◆ ACTION ITEM
A faithful copy of the data, pictures omitted, is the required answer.

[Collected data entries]
==================================================

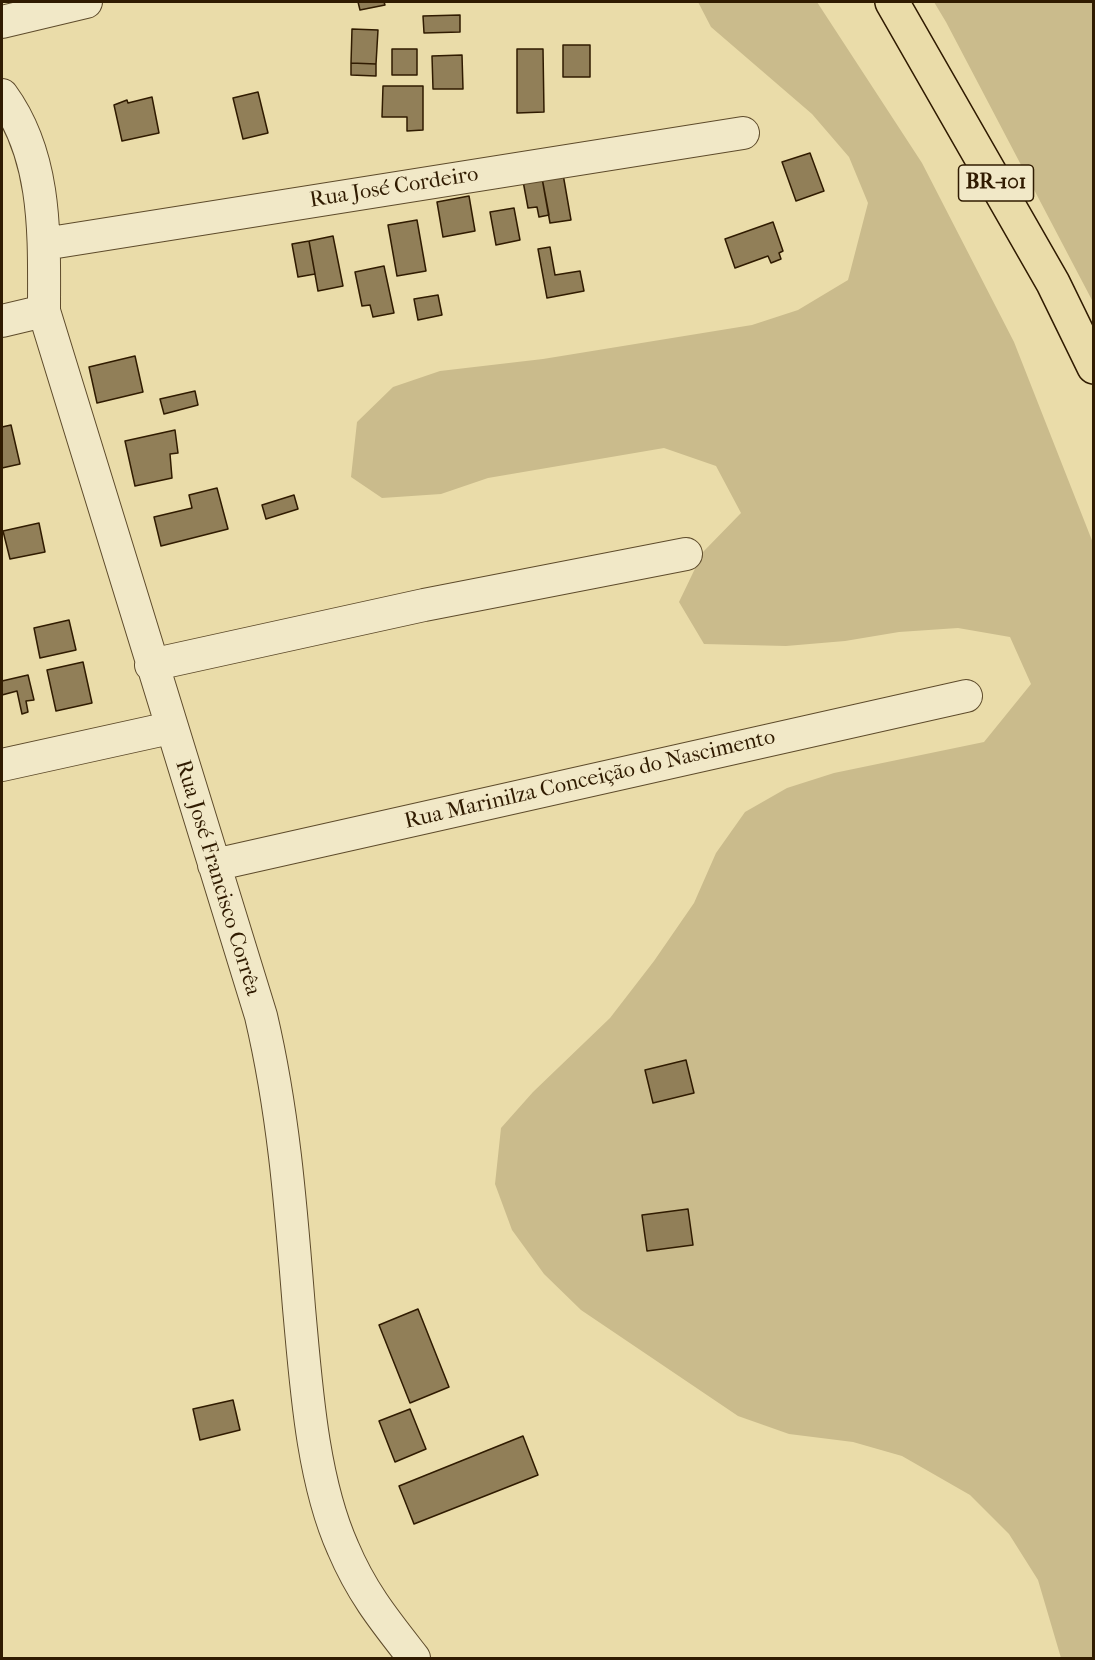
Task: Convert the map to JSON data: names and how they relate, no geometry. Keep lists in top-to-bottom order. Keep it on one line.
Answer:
{"streets":{"highway":["BR-101"],"street":["Rua José Cordeiro","Rua Marinilza Conceição do Nascimento","Rua José Francisco Corrêa"]},"crossings":[["Rua José Cordeiro","Rua José Francisco Corrêa"],["Rua Marinilza Conceição do Nascimento","Rua José Francisco Corrêa"]]}
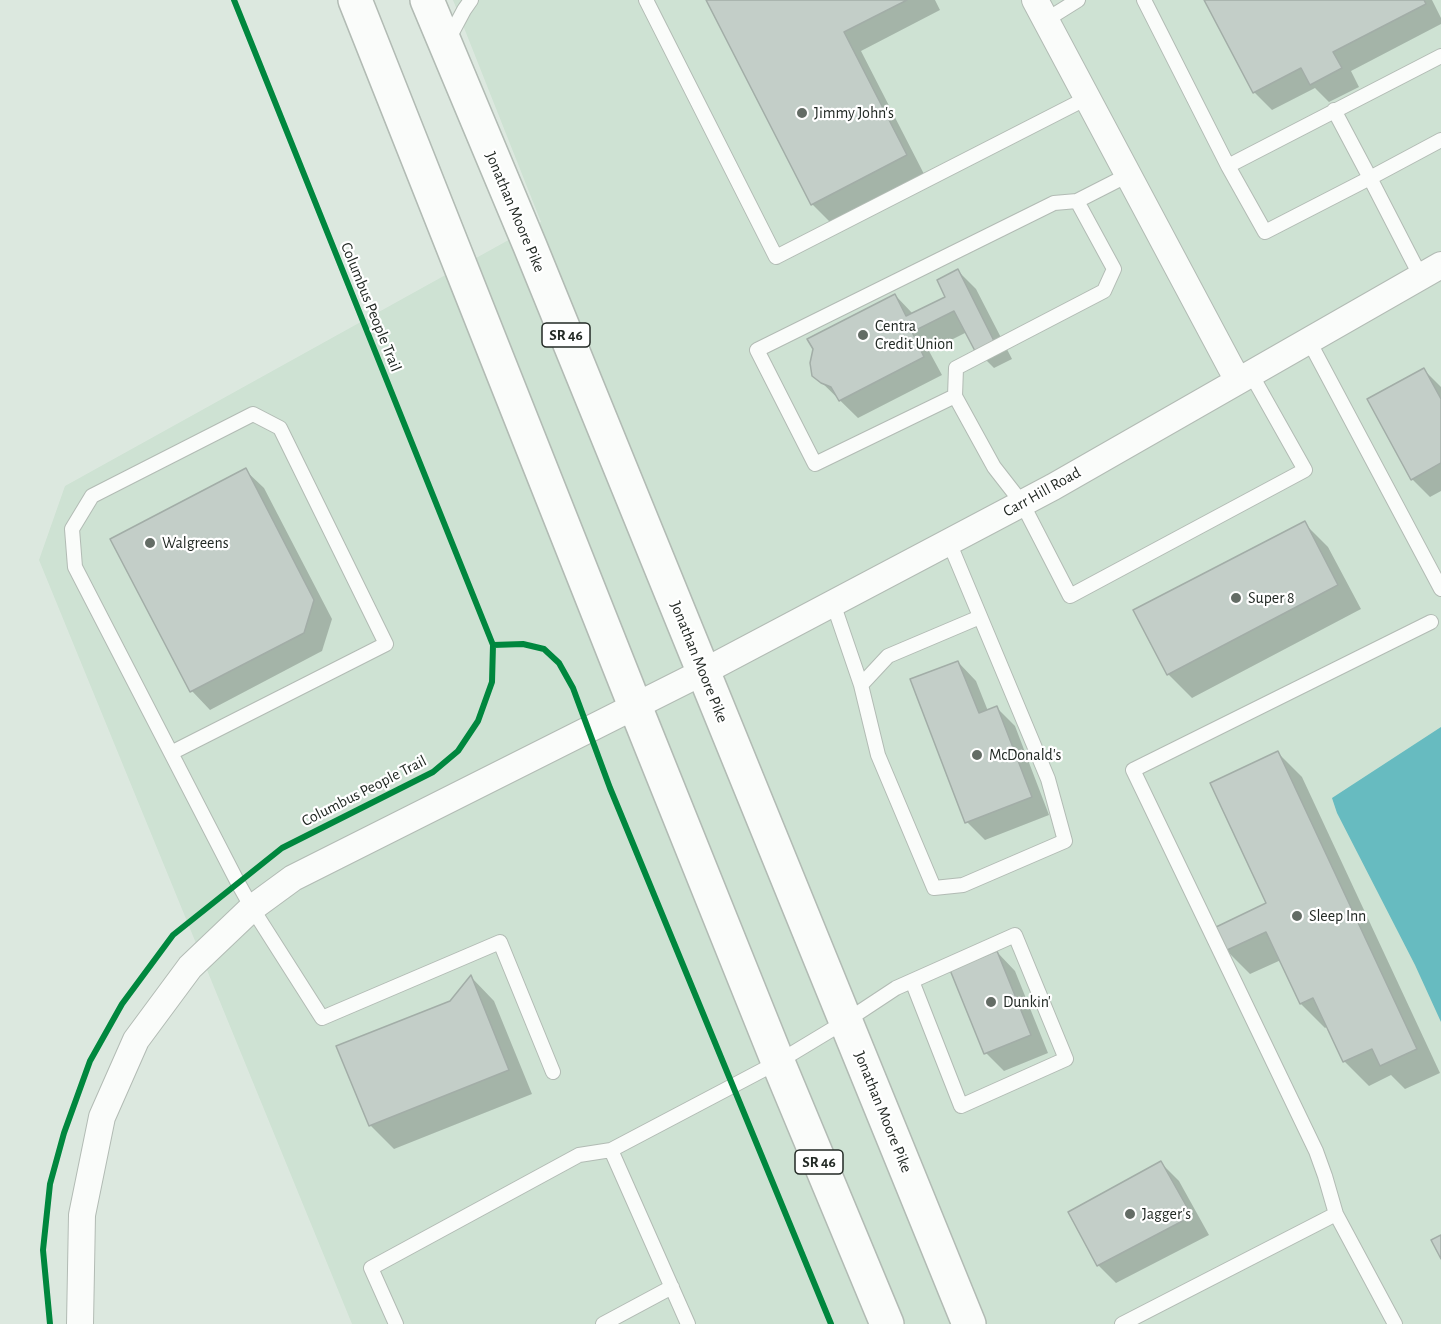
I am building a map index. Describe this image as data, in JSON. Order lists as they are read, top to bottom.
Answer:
{
  "streets": {
    "highway": ["Jonathan Moore Pike", "SR 46"],
    "street": ["Carr Hill Road"],
    "cycle path": ["Columbus People Trail"]
  },
  "crossings": [
    ["Jonathan Moore Pike", "Carr Hill Road"],
    ["SR 46", "Carr Hill Road"]
  ],
  "places": [
    "Jimmy John's",
    "Centra Credit Union",
    "Walgreens",
    "Super 8",
    "McDonald's",
    "Sleep Inn",
    "Dunkin'",
    "Jagger's"
  ]
}
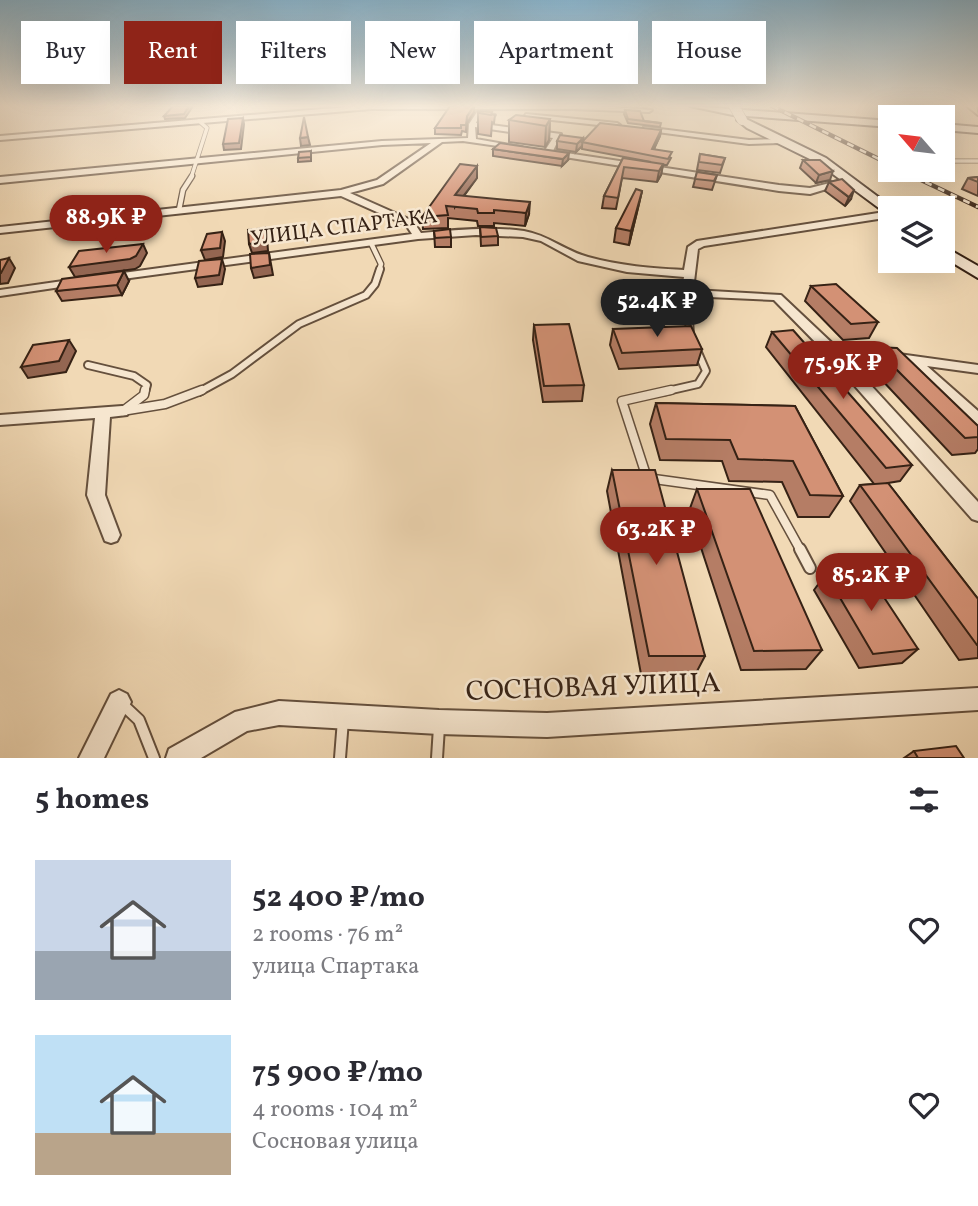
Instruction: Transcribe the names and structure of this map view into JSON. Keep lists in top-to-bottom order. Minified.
{"streets":{"street":["УЛИЦА СПАРТАКА","СОСНОВАЯ УЛИЦА"]},"north":"top left","page":{"chip":["Buy","Rent","Filters","New","Apartment","House"],"price":["88.9K ₽","52.4K ₽","75.9K ₽","63.2K ₽","85.2K ₽"],"heading":"5 homes","list":[{"name":"52 400 ₽/mo","note":"2 rooms · 76 m² · улица Спартака"},{"name":"75 900 ₽/mo","note":"4 rooms · 104 m² · Сосновая улица"}]}}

==================================================

◆ EXPECTED ANSWER
Task: Convert the map to JSON data: names and how they relate, no geometry. Keep lists in top-to-bottom order. Keep it on one line.
Answer:
{"streets":{"highway":["BR-101"],"street":["Rua José Cordeiro","Rua Marinilza Conceição do Nascimento","Rua José Francisco Corrêa"]},"crossings":[["Rua José Cordeiro","Rua José Francisco Corrêa"],["Rua Marinilza Conceição do Nascimento","Rua José Francisco Corrêa"]]}
I am building a map index. Describe this image as data, in JSON. Order lists as they are read, top to bottom.
Answer:
{
  "streets": {
    "highway": ["Jonathan Moore Pike", "SR 46"],
    "street": ["Carr Hill Road"],
    "cycle path": ["Columbus People Trail"]
  },
  "crossings": [
    ["Jonathan Moore Pike", "Carr Hill Road"],
    ["SR 46", "Carr Hill Road"]
  ],
  "places": [
    "Jimmy John's",
    "Centra Credit Union",
    "Walgreens",
    "Super 8",
    "McDonald's",
    "Sleep Inn",
    "Dunkin'",
    "Jagger's"
  ]
}
Instruction: Transcribe the names and structure of this map view into JSON. Keep lists in top-to-bottom order. Minified.
{"streets":{"street":["УЛИЦА СПАРТАКА","СОСНОВАЯ УЛИЦА"]},"north":"top left","page":{"chip":["Buy","Rent","Filters","New","Apartment","House"],"price":["88.9K ₽","52.4K ₽","75.9K ₽","63.2K ₽","85.2K ₽"],"heading":"5 homes","list":[{"name":"52 400 ₽/mo","note":"2 rooms · 76 m² · улица Спартака"},{"name":"75 900 ₽/mo","note":"4 rooms · 104 m² · Сосновая улица"}]}}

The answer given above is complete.